Agir pour la biodiversité : des Atlas de la Biodiversité Communale à la restauration de la nature

Dans un objectif de connaissance, de protection des écosystèmes en bon état et de restauration des écosystèmes dégradés, les projets présentés au titre du Fonds Vert doivent permettre, sur l’ensemble du territoire, de mieux connaître la biodiversité, de réduire les pressions s’exerçant sur les écosystèmes, et le cas échéant, d’initier des opérations de génie écologique.

Cette mesure du Fonds Vert se compose donc de deux volets dédiés au financement des Atlas de la Biodiversité Communale (ABC) et aux actions de restauration de la nature.

Concernant les Atlas de la Biodiversité Communale (ABC)

Pour le financement d’ABC sont ciblées en priorité les communes et intercommunalités ayant la compétence en matière de document d’urbanisme qui sont en capacité d’agir pour prévenir l’artificialisation de zones à enjeux. Il est attendu que les ABC viennent en appui de l’élaboration de PLU(i) pour identifier les zones à enjeux de biodiversité à préserver ainsi que pour identifier les actions à conduire pour assurer la restauration des milieux naturels à enjeux.

Les ABC reposent sur trois piliers :

  • Connaissance des enjeux
  • Mobilisation des élus, habitants et acteurs locaux
  • Passage à l’action

Dépenses éligibles :

  • Réalisation de diagnostic écologique ;
  • Réalisation et production d’inventaires naturalistes de milieux et habitats ;
  • Réalisations cartographiques présentant les enjeux de biodiversité sur le territoire comme les zones humides, les trames vertes et les habitats d’espèces protégées ;
  • Elaboration du plan d’actions, avec des actions de connaissance et sensibilisation, d’aménagement au travers de la planification et enfin de gestion et de restauration.
  • Actions de sensibilisation, de participation et de mobilisation des acteurs socio-économiques, des élus et des citoyens ;
  • Actions de communication (valorisation et partage d’expérience) ;
  • Actions d’animation concourant à l’établissement et la validation du plans d’actions à l’issue de la démarche.
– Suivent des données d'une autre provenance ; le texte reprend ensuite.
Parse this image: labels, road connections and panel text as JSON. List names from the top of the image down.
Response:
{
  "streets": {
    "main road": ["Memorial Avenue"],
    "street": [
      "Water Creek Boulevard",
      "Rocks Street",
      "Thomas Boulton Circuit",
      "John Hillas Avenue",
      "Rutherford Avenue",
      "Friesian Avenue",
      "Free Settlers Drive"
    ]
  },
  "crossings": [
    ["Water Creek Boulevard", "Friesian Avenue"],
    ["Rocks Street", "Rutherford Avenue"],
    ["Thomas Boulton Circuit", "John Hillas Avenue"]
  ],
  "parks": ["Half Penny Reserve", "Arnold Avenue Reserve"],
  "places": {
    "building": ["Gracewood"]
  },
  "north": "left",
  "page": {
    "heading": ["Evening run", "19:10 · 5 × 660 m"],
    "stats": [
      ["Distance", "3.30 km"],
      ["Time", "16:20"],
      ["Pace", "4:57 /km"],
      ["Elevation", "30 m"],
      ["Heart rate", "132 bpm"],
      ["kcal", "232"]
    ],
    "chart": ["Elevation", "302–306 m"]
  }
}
Les projets d’ABC ont une limite maximum de subvention fixée à 250 000€ de subvention par projet. Leur mise en œuvre opérationnelle doit être de 36 mois minimum et ne doit pas excéder 48 mois.

L’instruction des dossiers est assurées par les directions régionales de l’Office Français de la Biodiversité, en coordination avec les services déconcentrés de l’Etat compétents. Le préfet de département émet, le cas échéant, un avis.

Concernant la restauration des écosystèmes terrestres et marins dégradés

Le Fonds Vert doit permettre de mettre en œuvre des projets de restauration des écosystèmes terrestres et marins dégradés, et en particulier les actions de restauration que les ABC auront fait émerger, pour contribuer à la mise en œuvre du plan national « agir pou restaurer la nature ». Les mesures de restauration peuvent consister en la réduction ou la levée des pressions, accompagnée au besoin de travaux de génie écologique.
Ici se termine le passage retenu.